To do:
Each line of the listing that includes the string "stream" needs to be located and copied.

..........

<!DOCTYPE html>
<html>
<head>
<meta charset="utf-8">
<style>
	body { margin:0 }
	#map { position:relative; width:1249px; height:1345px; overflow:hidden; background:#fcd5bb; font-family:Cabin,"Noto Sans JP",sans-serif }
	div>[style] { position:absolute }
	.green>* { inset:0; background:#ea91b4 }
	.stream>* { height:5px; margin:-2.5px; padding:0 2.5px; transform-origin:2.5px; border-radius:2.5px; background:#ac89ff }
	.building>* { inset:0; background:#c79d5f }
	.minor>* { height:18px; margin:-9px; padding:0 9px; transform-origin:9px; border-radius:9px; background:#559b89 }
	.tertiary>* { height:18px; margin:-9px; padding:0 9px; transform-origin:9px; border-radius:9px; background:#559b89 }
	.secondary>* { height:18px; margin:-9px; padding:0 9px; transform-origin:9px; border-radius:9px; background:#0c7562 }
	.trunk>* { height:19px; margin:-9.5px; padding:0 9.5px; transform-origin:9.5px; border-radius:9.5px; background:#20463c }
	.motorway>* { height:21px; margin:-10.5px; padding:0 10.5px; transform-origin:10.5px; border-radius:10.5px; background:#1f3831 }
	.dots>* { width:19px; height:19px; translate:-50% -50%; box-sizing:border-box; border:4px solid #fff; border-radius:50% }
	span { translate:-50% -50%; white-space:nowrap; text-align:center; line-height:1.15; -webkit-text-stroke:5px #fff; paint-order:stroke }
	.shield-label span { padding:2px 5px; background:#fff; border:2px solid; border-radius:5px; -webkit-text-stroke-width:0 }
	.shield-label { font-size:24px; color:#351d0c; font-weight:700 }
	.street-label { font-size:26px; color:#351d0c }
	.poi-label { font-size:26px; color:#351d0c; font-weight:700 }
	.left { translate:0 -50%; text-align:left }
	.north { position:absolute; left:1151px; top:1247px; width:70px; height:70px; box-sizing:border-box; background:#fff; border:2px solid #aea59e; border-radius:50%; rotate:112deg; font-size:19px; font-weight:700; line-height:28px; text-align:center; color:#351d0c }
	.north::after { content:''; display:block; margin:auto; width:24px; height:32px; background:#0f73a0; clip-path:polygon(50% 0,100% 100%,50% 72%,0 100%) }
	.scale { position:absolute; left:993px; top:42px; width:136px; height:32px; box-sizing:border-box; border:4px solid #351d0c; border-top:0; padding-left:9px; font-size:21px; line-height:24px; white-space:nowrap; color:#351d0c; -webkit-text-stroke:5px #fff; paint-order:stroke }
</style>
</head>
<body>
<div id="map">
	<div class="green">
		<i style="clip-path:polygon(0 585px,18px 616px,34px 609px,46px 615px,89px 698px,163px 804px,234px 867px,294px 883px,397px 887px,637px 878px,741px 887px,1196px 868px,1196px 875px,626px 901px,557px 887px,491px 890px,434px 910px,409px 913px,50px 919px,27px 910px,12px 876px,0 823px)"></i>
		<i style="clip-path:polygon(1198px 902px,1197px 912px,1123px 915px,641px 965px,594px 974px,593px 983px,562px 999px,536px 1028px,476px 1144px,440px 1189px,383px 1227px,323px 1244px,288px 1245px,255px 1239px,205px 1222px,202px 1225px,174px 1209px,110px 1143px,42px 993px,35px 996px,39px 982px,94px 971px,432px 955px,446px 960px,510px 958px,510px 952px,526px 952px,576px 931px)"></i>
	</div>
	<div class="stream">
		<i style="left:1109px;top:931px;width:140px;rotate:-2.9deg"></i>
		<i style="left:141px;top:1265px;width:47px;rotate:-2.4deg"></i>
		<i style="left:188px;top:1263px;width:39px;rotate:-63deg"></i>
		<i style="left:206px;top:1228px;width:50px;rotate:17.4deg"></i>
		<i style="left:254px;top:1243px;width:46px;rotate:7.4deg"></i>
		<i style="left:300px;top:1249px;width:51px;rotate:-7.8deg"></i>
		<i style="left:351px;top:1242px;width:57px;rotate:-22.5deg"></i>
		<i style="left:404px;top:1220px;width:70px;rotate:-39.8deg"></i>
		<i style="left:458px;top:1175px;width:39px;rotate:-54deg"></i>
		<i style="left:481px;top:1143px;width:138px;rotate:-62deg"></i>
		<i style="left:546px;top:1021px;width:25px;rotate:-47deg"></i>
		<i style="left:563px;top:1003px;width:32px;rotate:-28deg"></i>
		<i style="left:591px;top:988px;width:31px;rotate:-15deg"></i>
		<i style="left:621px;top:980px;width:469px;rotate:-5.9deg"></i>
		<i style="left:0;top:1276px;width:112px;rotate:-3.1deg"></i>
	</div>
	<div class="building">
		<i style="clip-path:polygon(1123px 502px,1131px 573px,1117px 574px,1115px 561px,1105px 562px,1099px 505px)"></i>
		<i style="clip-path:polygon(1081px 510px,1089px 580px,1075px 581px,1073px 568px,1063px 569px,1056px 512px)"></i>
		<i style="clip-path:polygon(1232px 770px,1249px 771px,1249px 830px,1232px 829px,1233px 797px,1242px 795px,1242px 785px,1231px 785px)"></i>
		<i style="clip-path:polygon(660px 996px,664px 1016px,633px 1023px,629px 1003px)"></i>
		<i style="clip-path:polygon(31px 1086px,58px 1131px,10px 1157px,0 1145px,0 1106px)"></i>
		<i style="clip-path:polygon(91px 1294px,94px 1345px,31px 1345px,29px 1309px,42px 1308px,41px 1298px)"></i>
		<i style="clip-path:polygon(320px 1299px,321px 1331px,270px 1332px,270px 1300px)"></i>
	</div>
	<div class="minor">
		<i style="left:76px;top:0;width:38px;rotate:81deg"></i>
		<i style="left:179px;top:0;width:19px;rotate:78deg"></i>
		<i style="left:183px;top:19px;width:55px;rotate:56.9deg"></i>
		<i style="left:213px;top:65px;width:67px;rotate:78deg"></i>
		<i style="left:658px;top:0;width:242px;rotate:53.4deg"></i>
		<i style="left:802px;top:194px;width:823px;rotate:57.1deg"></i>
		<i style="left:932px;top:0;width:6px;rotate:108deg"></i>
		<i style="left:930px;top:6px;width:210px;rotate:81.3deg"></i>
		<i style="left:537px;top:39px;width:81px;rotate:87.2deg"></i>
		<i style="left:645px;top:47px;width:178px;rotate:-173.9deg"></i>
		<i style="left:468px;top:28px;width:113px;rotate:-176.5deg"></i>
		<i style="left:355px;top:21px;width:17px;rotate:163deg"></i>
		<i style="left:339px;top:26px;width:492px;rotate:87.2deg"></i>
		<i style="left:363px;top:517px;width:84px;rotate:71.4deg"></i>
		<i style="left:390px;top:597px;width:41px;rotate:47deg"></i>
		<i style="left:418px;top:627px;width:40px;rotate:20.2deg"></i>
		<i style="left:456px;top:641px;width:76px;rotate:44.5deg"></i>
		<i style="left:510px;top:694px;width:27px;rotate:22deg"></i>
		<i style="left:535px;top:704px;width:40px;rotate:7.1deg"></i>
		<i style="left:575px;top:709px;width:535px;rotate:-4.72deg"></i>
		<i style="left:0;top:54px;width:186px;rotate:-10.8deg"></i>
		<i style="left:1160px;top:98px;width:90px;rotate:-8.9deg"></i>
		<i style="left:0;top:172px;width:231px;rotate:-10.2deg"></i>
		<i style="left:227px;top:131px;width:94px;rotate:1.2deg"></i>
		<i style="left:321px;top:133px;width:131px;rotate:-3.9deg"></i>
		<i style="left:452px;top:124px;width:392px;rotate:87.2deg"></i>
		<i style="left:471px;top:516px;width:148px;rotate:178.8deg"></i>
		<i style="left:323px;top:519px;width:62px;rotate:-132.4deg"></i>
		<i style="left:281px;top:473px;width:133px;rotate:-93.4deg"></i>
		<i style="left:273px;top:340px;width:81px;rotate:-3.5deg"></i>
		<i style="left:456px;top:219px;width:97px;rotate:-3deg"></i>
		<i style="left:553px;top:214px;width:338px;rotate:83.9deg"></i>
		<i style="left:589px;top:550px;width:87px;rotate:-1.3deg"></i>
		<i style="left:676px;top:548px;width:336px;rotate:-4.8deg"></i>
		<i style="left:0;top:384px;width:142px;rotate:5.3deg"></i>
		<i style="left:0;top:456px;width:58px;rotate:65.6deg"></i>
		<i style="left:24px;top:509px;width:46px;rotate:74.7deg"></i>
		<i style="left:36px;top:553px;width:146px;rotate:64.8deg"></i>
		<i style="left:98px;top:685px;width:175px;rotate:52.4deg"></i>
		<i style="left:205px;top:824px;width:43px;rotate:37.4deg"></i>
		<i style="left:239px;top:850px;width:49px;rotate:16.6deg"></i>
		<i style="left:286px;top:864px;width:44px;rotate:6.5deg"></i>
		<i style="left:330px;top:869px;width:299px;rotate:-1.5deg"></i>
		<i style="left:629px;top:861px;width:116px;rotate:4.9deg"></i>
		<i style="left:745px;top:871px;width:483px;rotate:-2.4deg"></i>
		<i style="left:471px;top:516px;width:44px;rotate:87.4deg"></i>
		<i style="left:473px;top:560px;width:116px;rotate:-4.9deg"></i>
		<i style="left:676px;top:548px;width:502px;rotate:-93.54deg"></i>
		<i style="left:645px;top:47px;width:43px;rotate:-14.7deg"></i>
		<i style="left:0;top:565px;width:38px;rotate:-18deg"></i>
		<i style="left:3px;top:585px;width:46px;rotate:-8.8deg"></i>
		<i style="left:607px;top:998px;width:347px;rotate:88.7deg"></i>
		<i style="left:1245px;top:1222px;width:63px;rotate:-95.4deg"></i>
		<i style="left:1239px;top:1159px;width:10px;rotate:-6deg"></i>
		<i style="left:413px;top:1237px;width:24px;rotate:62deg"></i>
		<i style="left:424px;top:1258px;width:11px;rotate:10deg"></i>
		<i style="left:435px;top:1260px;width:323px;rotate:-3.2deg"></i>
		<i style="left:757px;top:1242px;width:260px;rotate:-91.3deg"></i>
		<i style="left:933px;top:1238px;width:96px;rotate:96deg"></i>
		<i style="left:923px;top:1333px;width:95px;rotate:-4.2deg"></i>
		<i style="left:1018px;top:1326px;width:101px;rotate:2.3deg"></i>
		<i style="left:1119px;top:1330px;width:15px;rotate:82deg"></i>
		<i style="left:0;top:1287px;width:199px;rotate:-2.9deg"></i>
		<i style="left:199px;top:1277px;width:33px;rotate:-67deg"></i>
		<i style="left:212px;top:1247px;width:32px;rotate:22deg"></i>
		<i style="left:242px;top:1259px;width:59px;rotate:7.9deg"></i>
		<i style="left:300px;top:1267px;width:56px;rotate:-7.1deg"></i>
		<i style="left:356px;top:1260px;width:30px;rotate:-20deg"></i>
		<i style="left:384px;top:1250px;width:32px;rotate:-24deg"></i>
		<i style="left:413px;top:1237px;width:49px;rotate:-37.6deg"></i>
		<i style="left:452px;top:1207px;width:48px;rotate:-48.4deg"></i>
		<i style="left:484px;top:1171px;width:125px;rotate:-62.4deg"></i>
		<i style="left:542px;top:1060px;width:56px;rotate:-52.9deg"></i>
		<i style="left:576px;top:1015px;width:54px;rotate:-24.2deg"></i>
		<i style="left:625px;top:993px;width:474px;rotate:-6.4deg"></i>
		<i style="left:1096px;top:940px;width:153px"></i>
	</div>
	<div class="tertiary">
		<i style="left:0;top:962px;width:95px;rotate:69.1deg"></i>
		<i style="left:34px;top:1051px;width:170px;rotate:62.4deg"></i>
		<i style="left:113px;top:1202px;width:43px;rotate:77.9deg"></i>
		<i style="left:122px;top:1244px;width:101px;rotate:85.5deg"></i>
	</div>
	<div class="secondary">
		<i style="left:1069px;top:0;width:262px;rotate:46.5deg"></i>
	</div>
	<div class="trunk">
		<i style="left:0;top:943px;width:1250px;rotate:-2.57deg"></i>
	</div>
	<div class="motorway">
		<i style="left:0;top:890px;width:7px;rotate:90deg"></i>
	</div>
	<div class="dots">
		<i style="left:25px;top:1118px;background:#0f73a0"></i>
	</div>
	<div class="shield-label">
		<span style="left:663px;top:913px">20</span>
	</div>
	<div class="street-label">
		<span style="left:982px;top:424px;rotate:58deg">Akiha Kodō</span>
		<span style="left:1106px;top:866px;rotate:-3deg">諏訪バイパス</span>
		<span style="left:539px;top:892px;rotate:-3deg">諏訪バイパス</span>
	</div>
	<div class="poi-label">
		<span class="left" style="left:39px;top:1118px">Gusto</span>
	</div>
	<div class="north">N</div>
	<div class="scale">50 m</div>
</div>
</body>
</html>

..........

Task result:
	.stream>* { height:5px; margin:-2.5px; padding:0 2.5px; transform-origin:2.5px; border-radius:2.5px; background:#ac89ff }
	<div class="stream">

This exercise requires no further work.